# Cruze USB Charging



## PrinceKev (Sep 20, 2014)

Hi,

I like that my car charges my phone and I can operate the music with the steering wheel and all but sometimes I don't want to charge my phone but i still want to control the music with the wheel or dials... So is it possible to stop it from charging? Or is the only way to use the aux port?

Thanks always,
Kevin


----------



## hificruzer226 (Mar 27, 2013)

You can split the ign source going to the receptical via relay and switch so you have the option.


----------



## spacedout (Dec 7, 2010)

Welcome! There is no way to change the behavior of the USB port, its working as designed. I just use a 32gb USB flash drive for music and charge my phone with a USB cigarette power plug when needed.


----------



## Merc6 (Jun 8, 2013)

spacedout said:


> Welcome! There is no way to change the behavior of the USB port, its working as designed. I just use a 32gb USB flash drive for music and charge my phone with a USB cigarette power plug when needed.


Yeah and the 12 socket hot all the time mod when you want to charge with car of and radio on.


----------



## Jukebox Juliet (Apr 4, 2014)

You could just have your phone play music through the car using Bluetooth. 
Why wouldn't you want to charge your phone though!? My phone always needs a charge lol!


----------



## hificruzer226 (Mar 27, 2013)

Jukebox Juliet said:


> You could just have your phone play music through the car using Bluetooth.
> Why wouldn't you want to charge your phone though!? My phone always needs a charge lol!


same here after I revived my S3 from a complete submerssion my battery life is now 3 hours max, everyone makes fun of my corded sell phone


----------



## au201 (May 18, 2013)

No there's no way to keep it from charging. However, I can't see why you wouldn't want it to charge?? Even if your phone didn't need charging it's nice to "top it up" or keep it charged, right? I get in in the morning to go to school and plug my phone in. Keeps her at 100% while I stream music. Without charging it would probably drop down to 90% on the drive to school while streaming...

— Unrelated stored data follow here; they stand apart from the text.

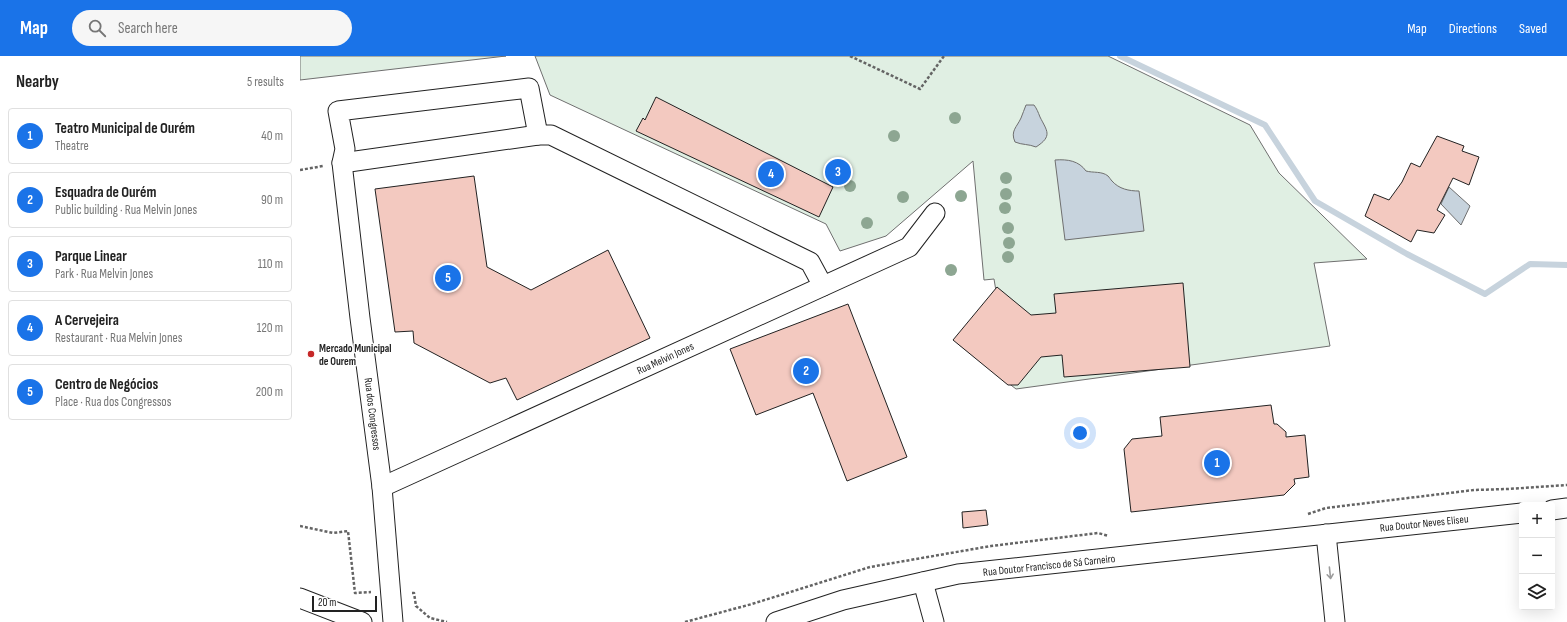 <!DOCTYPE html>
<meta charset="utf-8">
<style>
body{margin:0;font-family:"Sofia Sans Condensed",sans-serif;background:#f6f6f6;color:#222}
.controls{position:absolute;right:12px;bottom:12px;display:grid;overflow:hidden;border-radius:4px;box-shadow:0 4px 16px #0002}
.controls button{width:36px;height:36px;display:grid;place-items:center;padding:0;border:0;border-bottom:1px solid #e0e0e0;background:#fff;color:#222;font:20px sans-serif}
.scale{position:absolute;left:12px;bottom:10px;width:65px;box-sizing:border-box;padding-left:4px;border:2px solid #222;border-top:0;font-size:11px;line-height:14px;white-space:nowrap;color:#222;-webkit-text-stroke:3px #fff;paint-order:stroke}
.you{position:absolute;left:780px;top:377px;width:14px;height:14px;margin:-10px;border:3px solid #fff;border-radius:50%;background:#1a73e8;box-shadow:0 0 0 6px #1a73e833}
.badge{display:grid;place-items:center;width:26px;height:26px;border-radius:50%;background:#1a73e8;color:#fff;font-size:13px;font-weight:700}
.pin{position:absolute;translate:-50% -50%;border:2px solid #fff;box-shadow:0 1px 4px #0006}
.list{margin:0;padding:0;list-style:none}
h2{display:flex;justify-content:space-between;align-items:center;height:52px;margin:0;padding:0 16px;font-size:17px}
h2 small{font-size:13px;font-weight:400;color:#767676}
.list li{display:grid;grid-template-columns:26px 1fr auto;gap:12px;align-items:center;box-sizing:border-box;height:56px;margin:0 8px 8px;padding:0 8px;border:1px solid #e0e0e0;border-radius:4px}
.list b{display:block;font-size:15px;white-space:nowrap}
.list p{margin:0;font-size:13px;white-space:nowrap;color:#767676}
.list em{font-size:13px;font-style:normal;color:#767676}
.icon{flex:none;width:22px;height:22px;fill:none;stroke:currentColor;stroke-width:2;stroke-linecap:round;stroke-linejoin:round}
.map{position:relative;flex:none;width:1267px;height:566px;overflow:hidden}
header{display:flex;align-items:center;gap:24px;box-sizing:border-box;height:56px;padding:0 20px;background:#1a73e8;color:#fff}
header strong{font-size:19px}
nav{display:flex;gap:22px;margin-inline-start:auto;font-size:14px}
.search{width:280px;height:36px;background:#f6f6f6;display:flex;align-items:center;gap:10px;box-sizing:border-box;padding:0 14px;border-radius:22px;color:#767676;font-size:15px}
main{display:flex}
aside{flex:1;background:#fff}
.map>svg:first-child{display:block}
</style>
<header>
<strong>Map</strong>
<div class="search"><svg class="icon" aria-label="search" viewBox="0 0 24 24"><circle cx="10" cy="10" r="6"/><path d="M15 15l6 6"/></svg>Search here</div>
<nav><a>Map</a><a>Directions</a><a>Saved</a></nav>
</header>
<main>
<aside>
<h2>Nearby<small>5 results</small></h2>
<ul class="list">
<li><span class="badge">1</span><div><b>Teatro Municipal de Ourém</b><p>Theatre</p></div><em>40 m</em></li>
<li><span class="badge">2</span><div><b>Esquadra de Ourém</b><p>Public building · Rua Melvin Jones</p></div><em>90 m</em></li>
<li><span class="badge">3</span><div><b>Parque Linear</b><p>Park · Rua Melvin Jones</p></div><em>110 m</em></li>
<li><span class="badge">4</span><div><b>A Cervejeira</b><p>Restaurant · Rua Melvin Jones</p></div><em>120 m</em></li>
<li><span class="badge">5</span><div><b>Centro de Negócios</b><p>Place · Rua dos Congressos</p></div><em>200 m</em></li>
</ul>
</aside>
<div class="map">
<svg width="1267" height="566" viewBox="0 0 1267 566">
<rect width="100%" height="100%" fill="#fff"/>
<g fill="#e0efe3" stroke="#6f6f6f">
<path d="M0,0H206L0,24Z"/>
<path d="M235,0H808L950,69L979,117L1067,203L1014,207L1030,290L716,333L657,287L696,235L694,223L684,224L673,105L586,180L540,195L526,168L250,39Z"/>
</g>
<g fill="#c7d3dd" stroke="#6f6f6f">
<path d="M726,49H734C737,53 738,56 740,61C747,75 753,80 736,91C729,88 722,89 715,86C710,75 717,71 721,62C723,58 724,53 726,49Z"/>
<path d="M755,104C768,103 779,105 786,115C793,117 802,115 808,120C809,121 811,124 812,125C819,133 829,135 839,135L844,175L765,184Z"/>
<path d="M1149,131L1170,150L1161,169L1141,148Z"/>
</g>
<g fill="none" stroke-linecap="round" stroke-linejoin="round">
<path stroke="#c7d3dd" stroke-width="6" d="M820,0L965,69L1015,145L1107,198L1185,238L1230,208L1267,209"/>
</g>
<g fill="#f3c9c0" stroke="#222">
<path d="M356,41L533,131L519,161L336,75L343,62L345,64Z"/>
<path d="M1137,80L1164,90L1162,95L1179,101L1169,129L1153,122L1137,154L1145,159L1134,177L1117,174L1111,186L1065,160L1074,138L1089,144L1102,126L1111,107L1120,111Z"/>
<path d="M174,120L187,211L231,234L308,194L350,282L217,344L206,322L190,327L114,287L113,275L95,276L75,133Z"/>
<path d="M883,227L890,311L764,321L762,299L741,301L718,329H708L653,284L697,231L731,259L756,257L754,238Z"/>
<path d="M548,248L607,401L547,425L513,337L456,359L430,293Z"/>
<path d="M971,349L974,368H977L986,376V381L1005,379L1009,421L994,423L995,428L984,439L831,456L824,393L832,383L862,380L860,361Z"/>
<path d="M686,454L688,469L663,472L662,456Z"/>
</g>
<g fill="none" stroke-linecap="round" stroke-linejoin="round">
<defs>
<g id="minor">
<path d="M42,107L238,79H251L510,206L523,230"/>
<path d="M82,431L609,191L635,157"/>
<path d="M1252,454L1267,452"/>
<path d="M1026,478L1035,566"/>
<path d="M623,526L634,566"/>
<path d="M0,542L62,566"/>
<path d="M93,566L82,431L60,262L42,107L45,93L38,55L229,32L238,79"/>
<path d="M476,566L543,544L658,518L1222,457"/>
</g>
</defs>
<use href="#minor" stroke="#222" stroke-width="21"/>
<g stroke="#646464" stroke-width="2.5" stroke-dasharray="3 2" stroke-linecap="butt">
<path d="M550,0L620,33L644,0"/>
<path d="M0,114L23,110"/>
<path d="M1008,458L1026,452L1174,434L1208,433L1267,429"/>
<path d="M0,470L33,477L48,475L55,537L71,536"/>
<path d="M112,537H114L116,550L130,562L147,566"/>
<path d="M385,566L452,548L570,511L691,490L798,477L809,480"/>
</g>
<use href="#minor" stroke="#fff" stroke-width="19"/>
</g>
<g fill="#8da692">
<circle cx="655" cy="62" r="6"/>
<circle cx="594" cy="80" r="6"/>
<circle cx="706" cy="122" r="6"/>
<circle cx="550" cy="130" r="6"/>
<circle cx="706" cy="138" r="6"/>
<circle cx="661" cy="140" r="6"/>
<circle cx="603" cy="141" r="6"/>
<circle cx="705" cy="152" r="6"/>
<circle cx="567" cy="167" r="6"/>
<circle cx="708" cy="172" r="6"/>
<circle cx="709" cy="187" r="6"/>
<circle cx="708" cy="201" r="6"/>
<circle cx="651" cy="214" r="6"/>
</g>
<defs><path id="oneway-shaft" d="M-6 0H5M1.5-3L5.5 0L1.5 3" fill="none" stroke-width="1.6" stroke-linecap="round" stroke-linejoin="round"/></defs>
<use stroke="#9c9c9c" href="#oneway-shaft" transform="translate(1030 517) rotate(84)"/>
<circle fill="#c62828" stroke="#fff" stroke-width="1.5" cx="11" cy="298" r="4"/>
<g text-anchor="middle" stroke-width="3" stroke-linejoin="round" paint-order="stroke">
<g font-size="11" font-weight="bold" fill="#222" stroke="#fff" text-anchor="start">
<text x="19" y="296">Mercado Municipal<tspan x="19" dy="13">de Ourem</tspan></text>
</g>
<g font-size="11" fill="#222" stroke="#fff">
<text transform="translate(365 302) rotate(-25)" y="4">Rua Melvin Jones</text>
<text transform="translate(73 358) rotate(83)" y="4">Rua dos Congressos</text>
<text transform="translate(1124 467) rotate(-6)" y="4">Rua Doutor Neves Eliseu</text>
<text transform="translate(749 509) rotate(-6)" y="4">Rua Doutor Francisco de Sá Carneiro</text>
</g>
</g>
</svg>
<div class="controls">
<button>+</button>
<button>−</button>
<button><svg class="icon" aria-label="layers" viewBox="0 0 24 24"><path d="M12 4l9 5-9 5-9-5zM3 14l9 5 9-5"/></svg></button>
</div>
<div class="scale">20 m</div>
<div class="you"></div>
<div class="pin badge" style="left:917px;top:407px">1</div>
<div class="pin badge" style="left:506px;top:315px">2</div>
<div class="pin badge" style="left:538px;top:116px">3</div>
<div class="pin badge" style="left:471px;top:118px">4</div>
<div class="pin badge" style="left:148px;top:222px">5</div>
</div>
</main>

Sent from AutoGuide.com Free App


----------



## Erastimus (Feb 9, 2012)

Some people think that the batteries in use today will develop a memory if partially charged often enough. That problem was yesterday.


----------



## obermd (Mar 3, 2012)

Erastimus said:


> Some people think that the batteries in use today will develop a memory if partially charged often enough. That problem was yesterday.


The still develop "memory" but not nearly as fast as they used to.


----------



## JCarlson (Jun 11, 2013)

The other option (while it is plausible to not be the most economic option) would be to buy a separate IPod for music and everything you want in your car and just leave that plugged in all the time


Sent from AutoGuide.com Free App


----------



## au201 (May 18, 2013)

Erastimus said:


> Some people think that the batteries in use today will develop a memory if partially charged often enough. That problem was yesterday.


Ah true. That again. Well I don't know about other phones, but apple phones (and computers) will automatically stop accepting charge once it reaches 100%. Then as it drop a little Itll trickle charge it back to 100%. Have you ever noticed sometimes it drops to 99% the second you take your phone off the charger? That's because it was at the low moment and was about to trickle back to 100%


Sent from AutoGuide.com Free App


----------